This month, the China Flash Market Summit (CMFS2023) took place in Shenzhen, featuring key industry players such as Samsung, Yangtze Memory, Micron, Arm, Kioxia, Intel, Unigroup Spreadtrum & RDA, and Solidigm.
Samsung’s Cautious Approach to NAND Technology
Samsung currently holds the top position in global flash memory chip shipments and revenue. Despite this, the company has been cautious in adopting QLC flash memory, raising questions about the timeline for PLC, HLC, and OLC technologies. Samsung believes that a 1PB solid-state drive could become a reality within the next 10 years, requiring advances in stacking and packaging technologies.
Expanding 3D NAND Capacity Through Scaling
Samsung anticipates that increasing the physical and logical scaling of 3D NAND will be crucial for future developments. Physical scaling refers to reducing the volume of flash memory cells, allowing for more NAND layers to be stacked. Logical scaling, on the other hand, involves increasing the number of bits stored per NAND cell.
The company expects that advancements in 3D NAND IC packaging technology, combined with physical and logical scaling innovations, will push SSD capacities to 1PB (1024TB or 1048576GB) within the next decade.
Samsung’s Conservative Timeline and Focus on Controllers
Samsung has been conservative in releasing new flash memory technologies. In 2017, they released a 30.72TB 3D TLC SSD, followed by a 64TB SSD in 2019, and a 128TB 3D QLC NAND SSD prototype in 2021, which did not reach mass production.

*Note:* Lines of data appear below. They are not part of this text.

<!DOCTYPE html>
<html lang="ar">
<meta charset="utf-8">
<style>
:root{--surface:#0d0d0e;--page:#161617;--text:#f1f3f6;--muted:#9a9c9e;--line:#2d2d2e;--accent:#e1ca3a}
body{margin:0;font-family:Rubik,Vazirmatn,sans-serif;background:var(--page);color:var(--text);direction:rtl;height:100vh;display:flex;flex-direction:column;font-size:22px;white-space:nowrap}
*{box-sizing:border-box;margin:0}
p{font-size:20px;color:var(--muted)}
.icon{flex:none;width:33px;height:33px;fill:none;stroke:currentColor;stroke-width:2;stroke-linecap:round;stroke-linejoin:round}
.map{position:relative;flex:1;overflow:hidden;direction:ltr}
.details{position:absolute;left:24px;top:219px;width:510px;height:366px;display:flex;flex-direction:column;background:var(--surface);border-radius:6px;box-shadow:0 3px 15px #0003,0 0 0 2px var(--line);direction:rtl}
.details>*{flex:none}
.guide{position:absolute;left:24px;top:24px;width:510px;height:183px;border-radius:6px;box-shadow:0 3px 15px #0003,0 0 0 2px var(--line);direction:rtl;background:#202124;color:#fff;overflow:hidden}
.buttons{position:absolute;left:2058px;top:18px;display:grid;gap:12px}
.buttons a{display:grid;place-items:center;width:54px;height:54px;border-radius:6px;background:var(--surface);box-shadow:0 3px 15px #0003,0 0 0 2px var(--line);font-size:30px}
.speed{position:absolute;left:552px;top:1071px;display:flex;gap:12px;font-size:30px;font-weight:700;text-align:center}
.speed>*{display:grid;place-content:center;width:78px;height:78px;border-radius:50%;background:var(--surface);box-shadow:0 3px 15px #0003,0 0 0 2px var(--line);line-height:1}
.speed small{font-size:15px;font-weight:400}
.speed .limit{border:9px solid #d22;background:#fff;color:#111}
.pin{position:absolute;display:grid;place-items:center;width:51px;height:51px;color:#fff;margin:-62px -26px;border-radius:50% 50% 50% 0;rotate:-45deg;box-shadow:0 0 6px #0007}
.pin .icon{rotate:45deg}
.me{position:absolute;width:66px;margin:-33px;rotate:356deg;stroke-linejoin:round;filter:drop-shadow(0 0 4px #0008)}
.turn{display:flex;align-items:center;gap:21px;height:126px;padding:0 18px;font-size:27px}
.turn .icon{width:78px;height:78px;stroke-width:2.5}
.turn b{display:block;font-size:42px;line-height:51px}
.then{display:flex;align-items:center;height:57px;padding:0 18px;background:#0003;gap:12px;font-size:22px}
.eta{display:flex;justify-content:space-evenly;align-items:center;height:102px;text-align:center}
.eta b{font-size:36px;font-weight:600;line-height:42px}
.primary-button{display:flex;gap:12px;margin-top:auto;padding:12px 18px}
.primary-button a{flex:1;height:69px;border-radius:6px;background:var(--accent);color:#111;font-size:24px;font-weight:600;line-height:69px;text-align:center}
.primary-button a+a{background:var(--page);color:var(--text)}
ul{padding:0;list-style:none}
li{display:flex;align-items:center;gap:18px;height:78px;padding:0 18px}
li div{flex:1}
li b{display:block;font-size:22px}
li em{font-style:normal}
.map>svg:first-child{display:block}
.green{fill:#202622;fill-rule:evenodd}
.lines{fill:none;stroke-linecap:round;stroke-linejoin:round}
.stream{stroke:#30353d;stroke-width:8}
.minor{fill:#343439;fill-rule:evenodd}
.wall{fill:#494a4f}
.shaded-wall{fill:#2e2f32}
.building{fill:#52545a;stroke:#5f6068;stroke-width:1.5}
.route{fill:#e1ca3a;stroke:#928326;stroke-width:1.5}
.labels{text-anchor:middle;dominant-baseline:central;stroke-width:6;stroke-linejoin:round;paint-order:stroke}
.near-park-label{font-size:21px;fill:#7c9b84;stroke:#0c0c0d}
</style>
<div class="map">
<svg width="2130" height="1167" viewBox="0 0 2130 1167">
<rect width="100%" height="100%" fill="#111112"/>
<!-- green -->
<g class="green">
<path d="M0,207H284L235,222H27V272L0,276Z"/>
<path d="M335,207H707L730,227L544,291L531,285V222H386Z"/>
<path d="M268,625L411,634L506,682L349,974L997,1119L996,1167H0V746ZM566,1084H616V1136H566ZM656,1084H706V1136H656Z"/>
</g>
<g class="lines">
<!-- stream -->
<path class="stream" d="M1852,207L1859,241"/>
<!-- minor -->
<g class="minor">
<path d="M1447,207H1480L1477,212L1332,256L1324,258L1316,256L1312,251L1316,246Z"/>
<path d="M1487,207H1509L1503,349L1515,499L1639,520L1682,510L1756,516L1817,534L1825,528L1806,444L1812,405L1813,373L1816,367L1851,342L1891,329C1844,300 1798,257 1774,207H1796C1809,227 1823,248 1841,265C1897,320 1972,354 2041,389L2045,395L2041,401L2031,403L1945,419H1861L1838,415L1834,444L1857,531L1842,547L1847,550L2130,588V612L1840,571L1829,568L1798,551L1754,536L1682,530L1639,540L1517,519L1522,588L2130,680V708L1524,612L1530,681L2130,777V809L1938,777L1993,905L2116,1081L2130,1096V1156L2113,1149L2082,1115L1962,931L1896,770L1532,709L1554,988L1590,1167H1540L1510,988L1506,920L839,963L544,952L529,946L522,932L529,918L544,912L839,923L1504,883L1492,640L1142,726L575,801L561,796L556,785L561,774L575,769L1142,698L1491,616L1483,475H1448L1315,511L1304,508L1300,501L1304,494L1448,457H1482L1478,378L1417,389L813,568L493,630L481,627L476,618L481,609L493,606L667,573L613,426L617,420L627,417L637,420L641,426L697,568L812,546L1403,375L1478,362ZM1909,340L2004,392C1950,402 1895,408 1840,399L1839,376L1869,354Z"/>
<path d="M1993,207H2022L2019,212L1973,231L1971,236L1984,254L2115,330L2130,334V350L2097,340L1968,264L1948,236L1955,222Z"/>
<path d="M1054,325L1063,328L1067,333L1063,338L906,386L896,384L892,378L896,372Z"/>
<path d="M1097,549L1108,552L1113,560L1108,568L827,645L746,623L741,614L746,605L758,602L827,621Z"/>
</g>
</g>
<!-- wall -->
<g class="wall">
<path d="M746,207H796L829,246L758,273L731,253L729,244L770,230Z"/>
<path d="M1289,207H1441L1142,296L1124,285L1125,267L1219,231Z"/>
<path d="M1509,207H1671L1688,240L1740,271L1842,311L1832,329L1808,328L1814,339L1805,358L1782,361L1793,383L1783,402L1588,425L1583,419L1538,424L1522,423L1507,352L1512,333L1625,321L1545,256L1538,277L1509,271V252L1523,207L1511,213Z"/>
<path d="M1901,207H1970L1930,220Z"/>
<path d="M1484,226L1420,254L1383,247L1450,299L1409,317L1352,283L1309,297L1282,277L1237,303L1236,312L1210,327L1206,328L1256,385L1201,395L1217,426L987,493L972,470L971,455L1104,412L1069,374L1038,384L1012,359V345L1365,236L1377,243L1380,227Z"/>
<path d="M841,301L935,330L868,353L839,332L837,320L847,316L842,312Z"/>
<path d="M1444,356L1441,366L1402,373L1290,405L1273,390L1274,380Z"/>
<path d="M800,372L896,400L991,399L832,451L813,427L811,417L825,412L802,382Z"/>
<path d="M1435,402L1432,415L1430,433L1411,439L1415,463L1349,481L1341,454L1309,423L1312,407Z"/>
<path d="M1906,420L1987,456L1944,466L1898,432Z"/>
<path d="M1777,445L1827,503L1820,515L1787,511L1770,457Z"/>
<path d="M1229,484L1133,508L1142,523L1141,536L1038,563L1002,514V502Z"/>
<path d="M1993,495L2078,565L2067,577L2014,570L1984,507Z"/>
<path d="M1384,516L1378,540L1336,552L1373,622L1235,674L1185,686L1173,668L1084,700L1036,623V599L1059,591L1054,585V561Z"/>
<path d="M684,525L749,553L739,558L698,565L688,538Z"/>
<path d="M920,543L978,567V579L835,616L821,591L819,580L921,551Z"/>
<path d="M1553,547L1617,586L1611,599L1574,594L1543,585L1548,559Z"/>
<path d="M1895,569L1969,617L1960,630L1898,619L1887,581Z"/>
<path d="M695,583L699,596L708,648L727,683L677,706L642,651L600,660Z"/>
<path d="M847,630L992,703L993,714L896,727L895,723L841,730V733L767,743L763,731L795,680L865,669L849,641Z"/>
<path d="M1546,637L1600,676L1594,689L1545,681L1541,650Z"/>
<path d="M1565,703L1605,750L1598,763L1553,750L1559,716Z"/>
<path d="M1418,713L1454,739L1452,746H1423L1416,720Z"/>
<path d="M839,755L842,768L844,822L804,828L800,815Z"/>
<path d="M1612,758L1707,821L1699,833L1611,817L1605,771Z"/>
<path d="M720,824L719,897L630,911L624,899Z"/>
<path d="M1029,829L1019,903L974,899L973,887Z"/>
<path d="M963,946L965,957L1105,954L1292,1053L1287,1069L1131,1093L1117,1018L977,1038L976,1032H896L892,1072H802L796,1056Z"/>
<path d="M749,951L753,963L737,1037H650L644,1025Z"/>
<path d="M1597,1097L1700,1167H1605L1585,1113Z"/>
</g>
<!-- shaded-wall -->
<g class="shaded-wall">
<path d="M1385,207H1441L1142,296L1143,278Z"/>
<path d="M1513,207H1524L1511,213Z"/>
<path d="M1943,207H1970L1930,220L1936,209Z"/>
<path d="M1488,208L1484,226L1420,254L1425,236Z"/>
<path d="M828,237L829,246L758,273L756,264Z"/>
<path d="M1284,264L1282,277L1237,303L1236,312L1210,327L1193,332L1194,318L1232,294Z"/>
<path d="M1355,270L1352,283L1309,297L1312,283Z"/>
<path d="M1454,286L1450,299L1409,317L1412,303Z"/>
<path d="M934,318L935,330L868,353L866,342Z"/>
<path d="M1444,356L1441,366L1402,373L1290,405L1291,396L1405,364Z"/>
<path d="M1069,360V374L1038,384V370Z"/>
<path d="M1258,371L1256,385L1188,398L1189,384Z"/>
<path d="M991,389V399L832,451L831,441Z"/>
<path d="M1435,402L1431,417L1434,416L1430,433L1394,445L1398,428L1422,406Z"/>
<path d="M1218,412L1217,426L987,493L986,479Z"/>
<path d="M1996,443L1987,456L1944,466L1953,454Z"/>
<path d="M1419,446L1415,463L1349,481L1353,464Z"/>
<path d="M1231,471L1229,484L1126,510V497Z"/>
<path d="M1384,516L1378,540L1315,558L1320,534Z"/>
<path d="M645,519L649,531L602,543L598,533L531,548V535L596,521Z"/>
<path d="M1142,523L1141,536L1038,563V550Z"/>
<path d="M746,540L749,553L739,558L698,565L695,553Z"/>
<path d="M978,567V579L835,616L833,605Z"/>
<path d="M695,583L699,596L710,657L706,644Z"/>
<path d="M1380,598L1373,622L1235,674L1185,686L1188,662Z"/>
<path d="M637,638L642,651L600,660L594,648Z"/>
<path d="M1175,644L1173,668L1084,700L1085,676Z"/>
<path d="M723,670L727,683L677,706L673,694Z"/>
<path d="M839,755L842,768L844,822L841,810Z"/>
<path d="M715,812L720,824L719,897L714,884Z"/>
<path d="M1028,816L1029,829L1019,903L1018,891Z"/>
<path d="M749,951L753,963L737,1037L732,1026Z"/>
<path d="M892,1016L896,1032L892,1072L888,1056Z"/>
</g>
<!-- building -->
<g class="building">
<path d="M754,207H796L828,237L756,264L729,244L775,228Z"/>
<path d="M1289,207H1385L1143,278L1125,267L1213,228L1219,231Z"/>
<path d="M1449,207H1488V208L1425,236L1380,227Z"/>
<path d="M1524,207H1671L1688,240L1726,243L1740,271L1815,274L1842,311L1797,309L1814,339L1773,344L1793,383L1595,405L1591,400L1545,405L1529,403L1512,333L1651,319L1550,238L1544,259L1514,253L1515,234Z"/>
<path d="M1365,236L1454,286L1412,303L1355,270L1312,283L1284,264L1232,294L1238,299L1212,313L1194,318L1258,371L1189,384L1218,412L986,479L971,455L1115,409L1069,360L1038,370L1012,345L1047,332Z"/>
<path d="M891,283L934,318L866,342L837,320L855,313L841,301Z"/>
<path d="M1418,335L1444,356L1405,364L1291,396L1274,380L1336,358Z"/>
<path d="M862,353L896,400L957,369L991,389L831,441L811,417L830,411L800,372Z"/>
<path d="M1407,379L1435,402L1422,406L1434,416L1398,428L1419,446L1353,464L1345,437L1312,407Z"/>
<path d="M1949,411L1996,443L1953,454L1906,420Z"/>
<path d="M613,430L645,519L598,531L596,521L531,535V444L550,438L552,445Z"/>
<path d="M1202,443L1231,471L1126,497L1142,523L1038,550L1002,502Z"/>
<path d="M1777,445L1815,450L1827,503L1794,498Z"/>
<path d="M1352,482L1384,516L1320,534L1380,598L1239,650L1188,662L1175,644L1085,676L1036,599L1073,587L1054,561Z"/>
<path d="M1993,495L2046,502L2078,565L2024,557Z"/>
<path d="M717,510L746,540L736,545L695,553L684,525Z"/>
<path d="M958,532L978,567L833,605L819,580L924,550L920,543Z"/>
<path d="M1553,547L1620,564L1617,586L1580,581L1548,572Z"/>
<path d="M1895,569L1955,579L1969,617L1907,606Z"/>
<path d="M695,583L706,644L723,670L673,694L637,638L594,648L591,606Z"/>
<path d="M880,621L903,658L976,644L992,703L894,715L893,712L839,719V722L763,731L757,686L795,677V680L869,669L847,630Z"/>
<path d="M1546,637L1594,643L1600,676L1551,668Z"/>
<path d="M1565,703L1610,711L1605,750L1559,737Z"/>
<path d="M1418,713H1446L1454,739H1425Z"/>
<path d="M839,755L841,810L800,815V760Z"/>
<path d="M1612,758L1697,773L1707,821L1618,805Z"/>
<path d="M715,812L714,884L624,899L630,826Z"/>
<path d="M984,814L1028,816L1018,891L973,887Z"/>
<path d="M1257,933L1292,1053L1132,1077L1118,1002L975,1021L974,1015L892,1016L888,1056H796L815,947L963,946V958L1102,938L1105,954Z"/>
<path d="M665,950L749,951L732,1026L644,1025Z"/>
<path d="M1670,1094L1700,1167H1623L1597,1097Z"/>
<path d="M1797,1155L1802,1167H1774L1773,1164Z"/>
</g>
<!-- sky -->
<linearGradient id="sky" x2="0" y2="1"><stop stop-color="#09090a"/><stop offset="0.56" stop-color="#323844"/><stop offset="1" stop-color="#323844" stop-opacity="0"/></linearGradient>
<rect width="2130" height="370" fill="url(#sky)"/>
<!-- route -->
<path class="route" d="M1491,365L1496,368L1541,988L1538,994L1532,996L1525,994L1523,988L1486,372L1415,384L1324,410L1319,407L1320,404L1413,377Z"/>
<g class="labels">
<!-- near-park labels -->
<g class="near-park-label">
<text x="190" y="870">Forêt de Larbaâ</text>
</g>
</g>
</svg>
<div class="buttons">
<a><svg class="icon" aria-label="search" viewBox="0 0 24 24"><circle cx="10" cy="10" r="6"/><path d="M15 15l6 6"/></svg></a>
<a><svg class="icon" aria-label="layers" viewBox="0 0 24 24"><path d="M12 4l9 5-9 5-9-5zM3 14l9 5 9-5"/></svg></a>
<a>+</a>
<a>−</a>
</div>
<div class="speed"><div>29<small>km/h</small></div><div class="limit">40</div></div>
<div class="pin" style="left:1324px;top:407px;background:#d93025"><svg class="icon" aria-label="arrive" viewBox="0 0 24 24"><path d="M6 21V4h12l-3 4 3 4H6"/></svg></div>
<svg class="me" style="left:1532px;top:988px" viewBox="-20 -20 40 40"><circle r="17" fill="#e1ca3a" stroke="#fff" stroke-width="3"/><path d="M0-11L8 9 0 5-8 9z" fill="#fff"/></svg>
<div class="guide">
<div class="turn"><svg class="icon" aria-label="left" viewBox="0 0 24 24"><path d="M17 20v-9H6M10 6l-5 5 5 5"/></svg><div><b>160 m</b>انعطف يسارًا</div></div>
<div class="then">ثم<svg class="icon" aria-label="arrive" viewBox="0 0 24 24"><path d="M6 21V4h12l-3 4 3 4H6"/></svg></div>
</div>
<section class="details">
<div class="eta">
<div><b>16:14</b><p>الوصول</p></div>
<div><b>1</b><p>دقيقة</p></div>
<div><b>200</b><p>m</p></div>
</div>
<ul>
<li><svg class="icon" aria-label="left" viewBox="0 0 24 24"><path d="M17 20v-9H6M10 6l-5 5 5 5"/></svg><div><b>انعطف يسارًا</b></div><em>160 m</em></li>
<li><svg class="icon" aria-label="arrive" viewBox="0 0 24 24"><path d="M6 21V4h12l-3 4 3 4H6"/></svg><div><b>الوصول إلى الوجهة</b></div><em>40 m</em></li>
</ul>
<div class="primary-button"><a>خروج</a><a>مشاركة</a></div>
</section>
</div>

The company’s caution with 3D QLC NAND is primarily due to their focus on innovating flash memory controllers to bring 3D QLC NAND to the mainstream market. Samsung believes that current 3D QLC NAND controllers are not yet ready for widespread use.
Kioxia (Formerly Toshiba Memory) Embraces NAND Logical Scaling
Kioxia has been more enthusiastic about NAND logical scaling, discussing 5-bit bpc PLC NAND as early as 2019. Kioxia engineers have also demonstrated 6-bit bpc 3D HLC NAND and believe that 8bpc OLC NAND memory is possible.
To store 6 bits per cell, NAND cells must maintain 64 voltage levels, while 8bpc OLC 3D NAND requires 256 voltage levels. Each additional bit per cell presents significant challenges for manufacturers.
The Challenges of NAND Scaling: Materials, Costs, and Temperature
The main difficulties in NAND scaling lie in the materials used. Manufacturers must find materials capable of storing 64 or 256 voltage levels without interference. These materials must also be easily synthesized in large quantities to meet demand.
Furthermore, manufacturers must manage the temperature of 3D NAND cells with multiple voltage levels, as keeping temperatures within reasonable ranges becomes increasingly difficult with more bits per cell.
Lastly, reliable flash memory controllers with more complex ECC algorithms are needed to handle the increased computational requirements. This raises controller costs, and manufacturers must find ways to address these cost concerns.
The Future of NAND Scaling: A Matter of Time
Ultimately, these challenges will be resolved as technology advances, but it may take time to overcome these obstacles. For now, consumers must wait patiently for the next breakthroughs in NAND scaling and SSD capacity.